Using a virtual reality simulator that replicates our robotic setup, three synthetic image databases with an increasing level of realism were generated: flat, basic, and realistic (using the physically-based rendering). Each of those databases was used to train 20 instances of a UNet-based semantic-segmentation deep-learning model. The networks trained with only synthetic images were evaluated on the segmentation of 160 endoscopic images of a phantom. The networks were compared using the Dwass-Steel-Critchlow-Fligner nonparametric test.

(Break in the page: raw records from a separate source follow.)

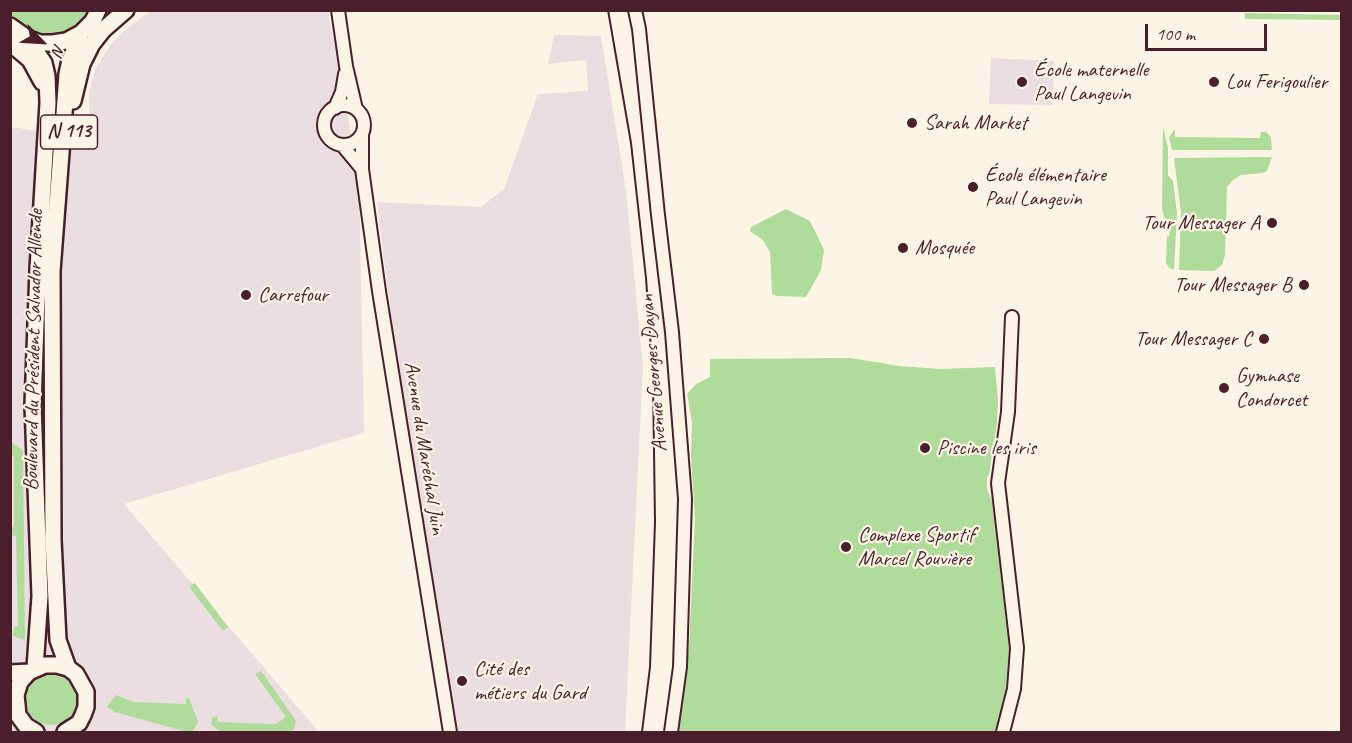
<!DOCTYPE html>
<meta charset="utf-8">
<style>
body{margin:0}
#map{position:relative;width:1352px;height:743px;overflow:hidden;background:#fcf5e5;font-family:Caveat,sans-serif}
canvas{display:block}
.frame{position:absolute;inset:0;border:12px solid #4a1f2b;pointer-events:none}
.north{position:absolute;left:12px;top:12px;width:60px;height:60px;-webkit-text-stroke:4px #fcf5e5;paint-order:stroke;rotate:115deg;font-size:16px;font-weight:700;line-height:24px;text-align:center;color:#4a1f2b}
.north::after{content:'';display:block;margin:auto;width:21px;height:27px;background:#4a1f2b;clip-path:polygon(50% 0,100% 100%,50% 72%,0 100%)}
.scale{position:absolute;left:1145px;top:24px;width:122px;height:27px;box-sizing:border-box;border:3px solid #4a1f2b;border-top:0;padding-left:8px;font-size:18px;line-height:21px;white-space:nowrap;color:#4a1f2b;-webkit-text-stroke:4px #fcf5e5;paint-order:stroke}
</style>
<div id="map">
<canvas width="1352" height="743"></canvas>
<div class="frame"></div>
<div class="north">N</div>
<div class="scale">100 m</div>
</div>
<script>
const c = document.querySelector('canvas').getContext('2d');
c.lineJoin = 'round';
function fill(path, color) { c.fillStyle = color; c.fill(path, 'evenodd'); }
const toPath = rows => new Path2D(rows.map(r => 'M' + r).join(''));
function strokePath(path, color, width, dash) { c.strokeStyle = color; c.lineWidth = width; c.lineCap = dash ? 'butt' : 'round'; c.setLineDash(dash || []); c.stroke(path); }
function write(font, color, halo, rows, align = 'center') {
  c.font = font + ' Caveat,sans-serif'; c.lineWidth = 4.5; c.setLineDash([]); c.textBaseline = 'middle'; c.strokeStyle = halo; c.fillStyle = color; for (const [text, x, y, turn = 0] of rows) {
    c.save(); c.translate(x, y); c.rotate((+turn || 0) * Math.PI / 180); c.textAlign = isNaN(turn) ? turn : align; if (halo) c.strokeText(text, 0, 0); c.fillText(text, 0, 0); c.restore();
  }
}
fill(toPath([
 [152,10,328,11,359,177,364,433,124,504,319,732,11,732,10,127,90,138,89,92,95,70,110,45,126,29],
 [554,35,601,36,626,190,643,367,625,732,453,732,442,642,401,394,377,202,481,207,504,189,538,94,588,91,586,60,548,64],
 [991,58,1054,61,1053,105,989,104]
]), '#eadee1');
fill(toPath([
 [10,11,91,11,78,27,64,34,49,36,34,34,21,26,11,15],
 [1245,13,1341,15,1341,20,1245,19],
 [1163,127,1168,148,1168,175,1173,181,1177,213,1174,270,1169,268,1166,263,1167,236,1169,236,1170,227,1167,226,1162,209],
 [1175,129,1175,137,1260,138,1261,132,1266,132,1271,137,1272,150,1172,150,1169,137],
 [1272,157,1267,171,1262,173,1241,175,1233,180,1227,187,1225,255,1222,265,1214,271,1179,270,1181,213,1174,158],
 [786,209,810,221,824,250,821,270,806,297,777,296,772,294,770,252,763,240,750,231,751,227],
 [851,358,899,366,940,369,995,367,998,401,997,423,989,475,987,477,987,489,992,501,1009,648,1005,703,995,732,678,732,689,646,695,519,691,456,692,422,687,394,696,384,710,377,710,359],
 [10,437,12,443,23,450,25,641,13,636,14,627,18,626,16,536,10,535,11,527,14,527,14,456,11,454],
 [195,583,228,627,223,631,190,588,191,585],
 [261,671,296,721,293,731,223,732,218,730,211,724,212,718,217,716,218,722,271,724,276,724,286,717,255,674],
 '25 699a26 26 0 1 1 52 0a26 26 0 1 1-52 0Z',
 [116,695,133,702,186,704,186,698,189,698,198,722,193,731,187,732,115,712,107,707]
]), '#afdc9a');
const minor = toPath([
 [338,10,346,66,356,109],
 [635,10,639,29,658,215,672,332,685,499,680,667,671,732],
 '324 125a20 20 0 1 1 40 0a20 20 0 1 1-40 0Z',
 [335,108,342,92,345,74],
 [362,135,362,169,379,291,450,732],
 [342,145,362,169],
 [1003,732,1014,689,1017,648,998,483,1008,412,1012,317]
]);
const major = toPath([
 [10,26,27,38,40,43,53,43,66,41,81,33,93,21,98,10],
 [27,38,44,63,47,76,48,103,38,269,33,405,40,596,35,668],
 [10,43,30,60,42,82],
 [73,101,82,64,92,44,103,30,126,10],
 [68,668,58,640,53,540,52,271,67,74,70,60,81,33],
 [10,673,29,672],
 [36,732,26,726,18,715,16,695,20,682,29,672,45,665,57,665,68,668,76,674,86,692,86,707,83,715,79,723,65,732]
]);
strokePath(minor, '#4a1f2b', 16);
strokePath(major, '#4a1f2b', 20);
strokePath(minor, '#fcf5e5', 12);
strokePath(major, '#fcf5e5', 15);
strokePath(toPath([
 [608,10,631,143,646,278,653,378,655,522,650,667,642,732]
]), '#4a1f2b', 2);
for (const [x, y, r, color] of [
 [1022,82,6,"#4a1f2b"],
 [1214,82,6,"#4a1f2b"],
 [912,123,6,"#4a1f2b"],
 [973,187,6,"#4a1f2b"],
 [1272,223,6,"#4a1f2b"],
 [903,248,6,"#4a1f2b"],
 [1304,285,6,"#4a1f2b"],
 [246,295,6,"#4a1f2b"],
 [1264,339,6,"#4a1f2b"],
 [1224,388,6,"#4a1f2b"],
 [925,448,6,"#4a1f2b"],
 [846,547,6,"#4a1f2b"],
 [462,681,6,"#4a1f2b"]
]) { const dot = new Path2D(); dot.arc(x, y, r, 0, 2 * Math.PI); c.fillStyle = color; c.fill(dot); strokePath(dot, '#fcf5e5', 2); }
for (const [x, y, w] of [
 [69,132,57]
]) { const box = new Path2D(); box.roundRect(x - w / 2, y - 17, w, 34, 4.5); c.fillStyle = '#fcf5e5'; c.fill(box); strokePath(box, '#4a1f2b', 1.5); }
write('bold 20px', '#4a1f2b', null, [
 ["N 113",69,132]
]);
write('21px', '#4a1f2b', '#fcf5e5', [
 ["École maternelle",1034,70],
 ["Paul Langevin",1034,94],
 ["Lou Ferigoulier",1226,82],
 ["Sarah Market",924,123],
 ["École élémentaire",985,175],
 ["Paul Langevin",985,199],
 ["Tour Messager A",1260,223,"right"],
 ["Mosquée",915,248],
 ["Tour Messager B",1292,285,"right"],
 ["Carrefour",258,295],
 ["Tour Messager C",1252,339,"right"],
 ["Gymnase",1236,376],
 ["Condorcet",1236,400],
 ["Piscine les iris",937,448],
 ["Complexe Sportif",858,535],
 ["Marcel Rouvière",858,559],
 ["Cité des",474,669],
 ["métiers du Gard",474,693]
], 'left');
write('21px', '#4a1f2b', '#fcf5e5', [
 ["Boulevard du Président Salvador Allende",34,350,-89],
 ["Avenue Georges Dayan",654,373,-95],
 ["Avenue du Maréchal Juin",424,448,81]
]);
</script>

Our results show that the levels of realism increased the mean intersection-over-union (mIoU) of the networks on endoscopic images of a phantom ([Formula: see text]). The median mIoU values were 0.235 for the flat dataset, 0.458 for the basic, and 0.729 for the realistic. All the networks trained with synthetic images outperformed naive classifiers. Moreover, in an ablation study, we show that the mIoU of physically based rendering is superior to texture mapping ([Formula: see text]) of the instrument (0.606), the background (0.685), and the background and instruments combined (0.672).

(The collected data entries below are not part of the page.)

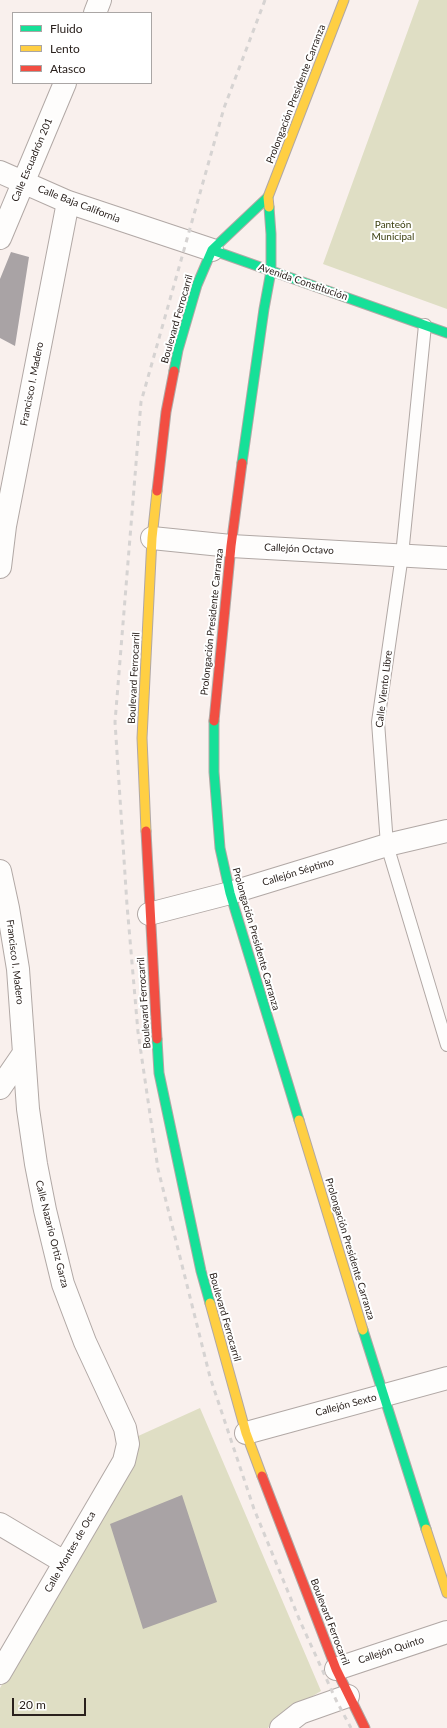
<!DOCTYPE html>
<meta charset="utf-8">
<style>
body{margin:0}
#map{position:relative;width:447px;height:1728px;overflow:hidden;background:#f9f0ed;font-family:Lato,sans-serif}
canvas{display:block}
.legend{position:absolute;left:12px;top:12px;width:140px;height:72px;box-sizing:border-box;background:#fff;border:1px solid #aaa6a5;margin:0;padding:5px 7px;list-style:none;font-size:12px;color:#2a211d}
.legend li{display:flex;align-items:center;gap:8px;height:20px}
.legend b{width:20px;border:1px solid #aaa6a5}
.scale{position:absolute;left:12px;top:1698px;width:74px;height:18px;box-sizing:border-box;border:2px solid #2a211d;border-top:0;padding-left:5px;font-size:12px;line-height:14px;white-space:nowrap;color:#2a211d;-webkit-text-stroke:3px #fff;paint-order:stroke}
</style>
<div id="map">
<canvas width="447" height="1728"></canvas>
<ul class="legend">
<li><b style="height:5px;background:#16e098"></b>Fluido</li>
<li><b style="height:5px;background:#ffcf43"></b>Lento</li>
<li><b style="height:5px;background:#f24e42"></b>Atasco</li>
</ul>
<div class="scale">20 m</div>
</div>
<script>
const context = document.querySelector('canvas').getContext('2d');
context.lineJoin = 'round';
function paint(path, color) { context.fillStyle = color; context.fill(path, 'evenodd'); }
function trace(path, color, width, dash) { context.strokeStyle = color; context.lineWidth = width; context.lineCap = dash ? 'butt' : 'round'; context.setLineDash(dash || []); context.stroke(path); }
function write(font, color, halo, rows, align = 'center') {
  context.font = font + ' Lato,sans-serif'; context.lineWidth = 4; context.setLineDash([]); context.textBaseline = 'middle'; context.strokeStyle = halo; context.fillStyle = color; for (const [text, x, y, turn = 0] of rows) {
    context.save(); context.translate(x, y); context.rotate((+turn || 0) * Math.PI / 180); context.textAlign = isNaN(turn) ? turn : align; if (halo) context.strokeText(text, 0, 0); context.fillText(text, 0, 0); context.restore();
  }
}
paint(new Path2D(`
 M419,0h28v309l-124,-45z
 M200,1408l121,283 -49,30 -4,7h-268v-40l100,-172 36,-79z`), '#dfdec4');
paint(new Path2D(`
 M11,252l18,5 -14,89 -15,-8v-59z
 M182,1495l35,107 -74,27 -33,-105z`), '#a9a3a5');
const lane = new Path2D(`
 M425,325l-23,230 -24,167 9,123 60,200`);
const street = new Path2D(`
 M95,13l5,-13
 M0,172l68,30 144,48
 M0,238l65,-155
 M152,538l79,8 216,12
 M0,567l5,-41 63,-324
 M0,871l8,37 10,61 10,140 8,55 9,46 18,74 22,58 40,86 3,16 -4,17 -124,212
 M149,914l81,-21 157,-48 60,-14
 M0,1088l24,-35
 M246,1433l201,-55
 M0,1524l64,38
 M336,1669l111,-37
 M281,1728l19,-15 48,-17`);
const fast = new Path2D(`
 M212,250l235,83
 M174,371l4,-21 19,-65 15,-35 56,-53
 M242,463l22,-154 7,-38v-37l-2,-27
 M214,721v51l6,76 10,45 69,227
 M157,1039l2,34 42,198 9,32
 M363,1330l63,199`);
const slow = new Path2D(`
 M269,207l-1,-10 76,-197
 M146,831l-4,-93 10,-200 5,-47
 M299,1120l64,210
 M210,1303l36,130 16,43
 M426,1529l21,64`);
const jam = new Path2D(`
 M157,491l9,-79 8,-41
 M214,721l17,-175 11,-83
 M146,831l11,208
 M262,1476l74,193 29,59`);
trace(lane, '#b1a8a5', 14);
trace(street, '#b1a8a5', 24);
trace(fast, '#b1a8a5', 11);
trace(slow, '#b1a8a5', 11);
trace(jam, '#b1a8a5', 11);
trace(lane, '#fefdfc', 12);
trace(street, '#fefdfc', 22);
trace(fast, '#16e098', 9);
trace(slow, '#ffcf43', 9);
trace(jam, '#f24e42', 9);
trace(new Path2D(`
 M265,0l-41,108 -83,294 -26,320 12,183 11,127 20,137 52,208 44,132 46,112 36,79 15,28`), '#d6d3d2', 3, [5, 5]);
write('10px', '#2a211d', '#fff', [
 ["Prolongación Presidente Carranza",296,94,-69],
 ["Calle Escuadrón 201",32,160,-67],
 ["Calle Baja California",79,204,21],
 ["Avenida Constitución",303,282,19],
 ["Boulevard Ferrocarril",177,319,-74],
 ["Francisco I. Madero",32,384,-79],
 ["Callejón Octavo",299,549,3],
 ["Prolongación Presidente Carranza",212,622,-84],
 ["Boulevard Ferrocarril",134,678,-87],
 ["Calle Viento Libre",384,689,-83],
 ["Callejón Séptimo",298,872,-17],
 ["Prolongación Presidente Carranza",256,939,74],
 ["Francisco I. Madero",15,962,83],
 ["Boulevard Ferrocarril",144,1003,-94],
 ["Calle Nazario Ortiz Garza",52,1234,76],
 ["Prolongación Presidente Carranza",350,1249,73],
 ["Boulevard Ferrocarril",225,1317,74],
 ["Callejón Sexto",346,1405,-15],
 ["Calle Montes de Oca",70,1552,-60],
 ["Boulevard Ferrocarril",330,1622,69],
 ["Callejón Quinto",391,1650,-18]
]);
write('10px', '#3a3e0e', '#fff', [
 ["Panteón",393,225],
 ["Municipal",393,237]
]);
</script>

Using physical-based rendering to generate synthetic images is an effective approach to improve the training of neural networks for the semantic segmentation of surgical instruments in endoscopic images. Our results show that this strategy can be an essential step in the broad applicability of deep neural networks in semantic segmentation tasks and help bridge the domain gap in machine learning.
使用深度神经网络对医学图像进行语义分割的训练数据的手动生成是一项耗时且容易出错的任务。在本文中,我们研究了不同逼真度水平对机器人器械语义分割的深度神经网络训练的影响。开发了一个交互式虚拟现实环境,用于生成机器人辅助内窥镜手术的合成图像。与早期的工作相比,我们使用基于物理的渲染来提高逼真度。
使用复制我们机器人设置的虚拟现实模拟器,生成了三个逼真度递增的合成图像数据库:平面、基础和真实(使用基于物理的渲染)。每个数据库都用于训练 20 个基于 UNet 的语义分割深度学习模型的实例。仅使用合成图像训练的网络在 160 个幻影内窥镜图像的分割上进行评估。使用 Dwass-Steel-Critchlow-Fligner 非参数检验比较网络。
我们的结果表明,逼真度水平提高了网络在幻影内窥镜图像上的平均交并比(mIoU)([Formula: see text])。平面数据集的中位数 mIoU 值为 0.235,基础数据集为 0.458,真实数据集为 0.729。所有使用合成图像训练的网络都优于朴素分类器。此外,在一项消融研究中,我们表明基于物理的渲染的 mIoU 优于仪器的纹理映射([Formula: see text])(0.606)、背景(0.685)和背景与仪器的组合(0.672)。
使用基于物理的渲染生成合成图像是一种有效的方法,可以提高深度神经网络在内窥镜图像中对手术器械语义分割的训练效果。我们的结果表明,这种策略可能是深度神经网络在语义分割任务中的广泛应用的关键步骤,并有助于弥合机器学习中的领域差距。